Uno de los fenómenos más singulares de aquel hospital, donde el doctor Hachiya era director y vivía entonces como una especie de híbrido entre médico y paciente, es la irregularidad de la muerte. Se espera que las personas quemadas y desahuciadas que ingresen en el hospital, mueran o sanen nuevamente. Cuesta mucho asistir a su constante empeoramiento, aunque algunos parezcan resistir y, poco a poco, se sientan mejor. Cuando ya se los consideraba a salvo, sufren un empeoramiento inesperado y se hallan de nuevo en inminente peligro. Pero también hay unos cuantos, entre los que figuran enfermeras y médicos, que al principio parecen ilesos. Trabajan día y noche con todas sus fuerzas, hasta que de pronto presentan los síntomas de la enfermedad, empeoran rápidamente y mueren.
Nadie está seguro de haber escapado al peligro; los efectos retardados de la bomba desbaratan todos los pronósticos normales de la medicina. El médico se da muy pronto cuenta de que avanza a ciegas en medio de la oscuridad más absoluta. Hace todo cuanto esté a su alcance, pero mientras no sepa de qué enfermedad se trata, tendrá la impresión de actuar como en los tiempos anteriores a la medicina científica y habrá de conformarse con consolar, en vez de curar.

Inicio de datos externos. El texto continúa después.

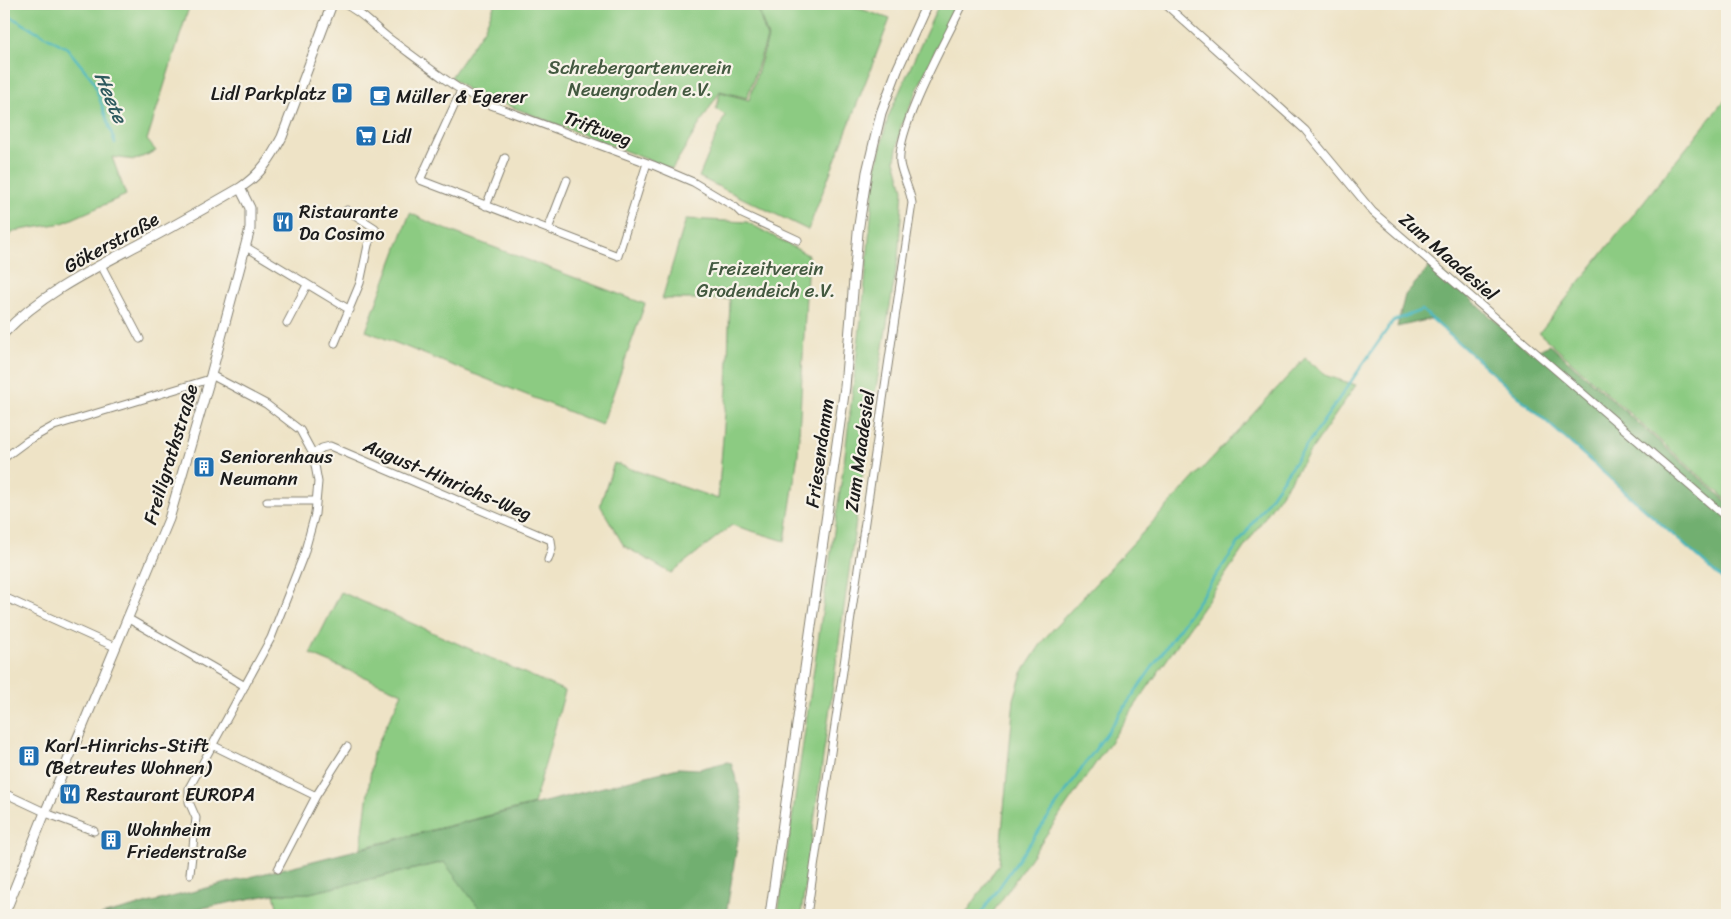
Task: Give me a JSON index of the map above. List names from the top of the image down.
{
  "streets": {
    "main road": ["Gökerstraße", "Friesendamm", "Freiligrathstraße"],
    "street": ["Triftweg", "Zum Maadesiel", "August-Hinrichs-Weg"]
  },
  "crossings": [
    ["Gökerstraße", "Freiligrathstraße"]
  ],
  "water": ["Heete"],
  "parks": ["Schrebergartenverein Neuengroden e.V.", "Freizeitverein Grodendeich e.V."],
  "places": {
    "parking": ["Lidl Parkplatz"],
    "cafe": ["Müller & Egerer"],
    "supermarket": ["Lidl"],
    "restaurant": ["Ristaurante Da Cosimo", "Restaurant EUROPA"],
    "building": ["Seniorenhaus Neumann", "Karl-Hinrichs-Stift (Betreutes Wohnen)", "Wohnheim Friedenstraße"]
  }
}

Mientras se enfrente al enigma de los síntomas en los enfermos, el propio doctor Hachiya es un paciente. Cada síntoma que descubre en los demás lo preocupa también por él mismo, y en secreto empieza a buscarlo en su propio cuerpo. La supervivencia es precaria y dista mucho de estar garantizada. Nunca pierde el respeto por los muertos y se aterra al ver cómo desaparece en los demás. Cuando entra en la cabaña de madera donde un colega suyo, venido de fuera, está practicando autopsias, no se olvida de inclinarse ante el cadáver.
Cada tarde se incineran muertos frente a las ventanas de su cuarto de hospital. Al lado mismo de donde esto ocurre hay una bañera. La primera vez que asiste a una cremación desde abajo, oye que alguien exclama en voz alta desde la bañera: “,Cuántos has quemado hoy día?” La total irreverencia de esta situación —por un lado un hombre que poco antes estaba vivo y ahora es incinerado, y más allá otro en una bañera, desnudo— le causa una profunda indignación.
Pero al cabo de pocas semanas se hallaba cenando en su habitación de arriba con un amigo durante una de estas cremaciones. Siente un olor “como a sardinas quemadas” y sigue comiendo.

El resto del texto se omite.